▶ **What is required**
Could every line of the listing be output exactly, with the pictures skipped?

(Provided data begins)

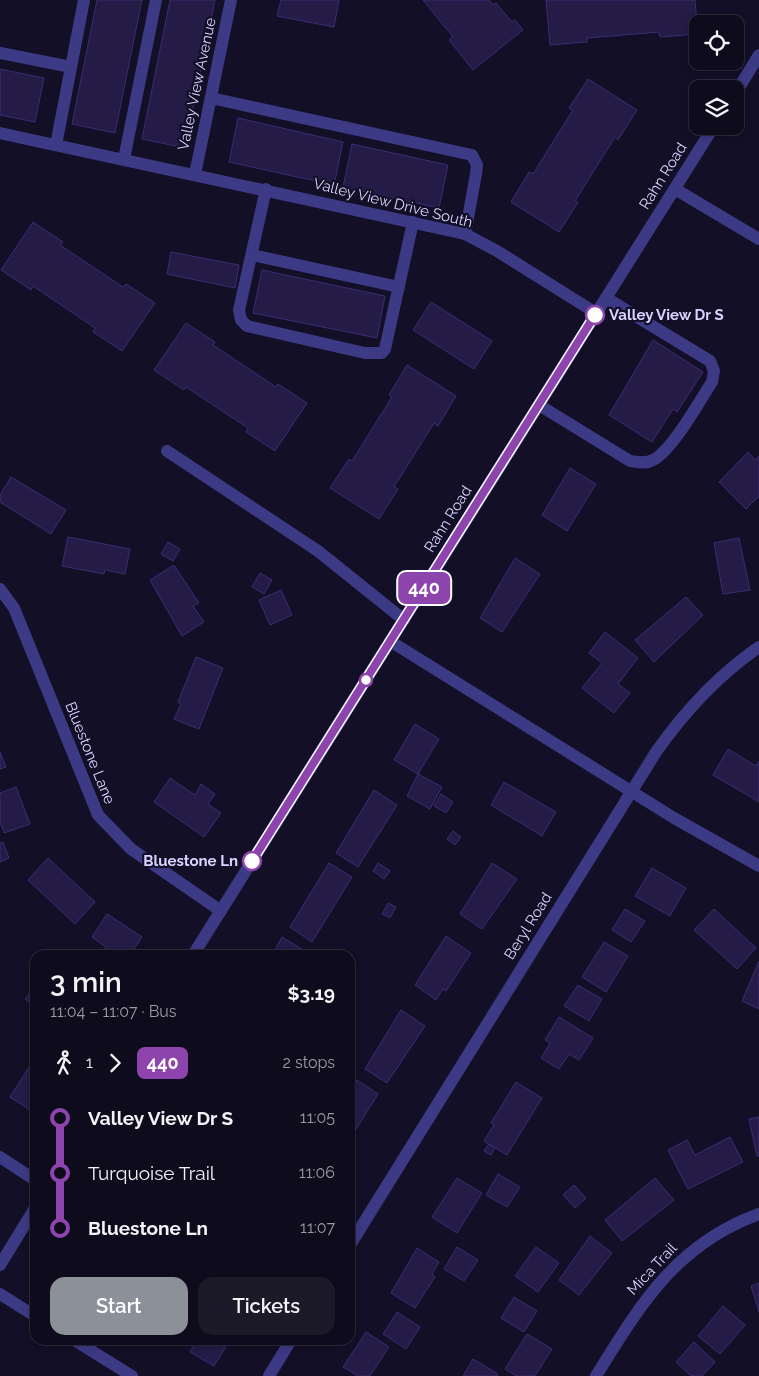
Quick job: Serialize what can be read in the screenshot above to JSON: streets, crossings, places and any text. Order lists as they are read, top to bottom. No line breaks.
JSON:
{"streets":{"street":["Valley View Avenue","Rahn Road","Valley View Drive South","Bluestone Lane","Beryl Road","Mica Trail"]},"crossings":[["Valley View Avenue","Valley View Drive South"],["Rahn Road","Valley View Drive South"],["Rahn Road","Bluestone Lane"]],"places":["Valley View Dr S","Bluestone Ln"],"lines":["bus line 440"],"page":{"on_map":"440","heading":["3 min","11:04 – 11:07 · Bus","$3.19"],"legs":["1","440","2 stops"],"list":[{"name":"Valley View Dr S","value":"11:05"},{"name":"Turquoise Trail","value":"11:06"},{"name":"Bluestone Ln","value":"11:07"}],"buttons":["Start","Tickets"]}}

(Provided data ends)

▶ **Your solution**
Quick job: Serialize what can be read in the screenshot above to JSON: streets, crossings, places and any text. Order lists as they are read, top to bottom. No line breaks.
JSON:
{"streets":{"street":["Valley View Avenue","Rahn Road","Valley View Drive South","Bluestone Lane","Beryl Road","Mica Trail"]},"crossings":[["Valley View Avenue","Valley View Drive South"],["Rahn Road","Valley View Drive South"],["Rahn Road","Bluestone Lane"]],"places":["Valley View Dr S","Bluestone Ln"],"lines":["bus line 440"],"page":{"on_map":"440","heading":["3 min","11:04 – 11:07 · Bus","$3.19"],"legs":["1","440","2 stops"],"list":[{"name":"Valley View Dr S","value":"11:05"},{"name":"Turquoise Trail","value":"11:06"},{"name":"Bluestone Ln","value":"11:07"}],"buttons":["Start","Tickets"]}}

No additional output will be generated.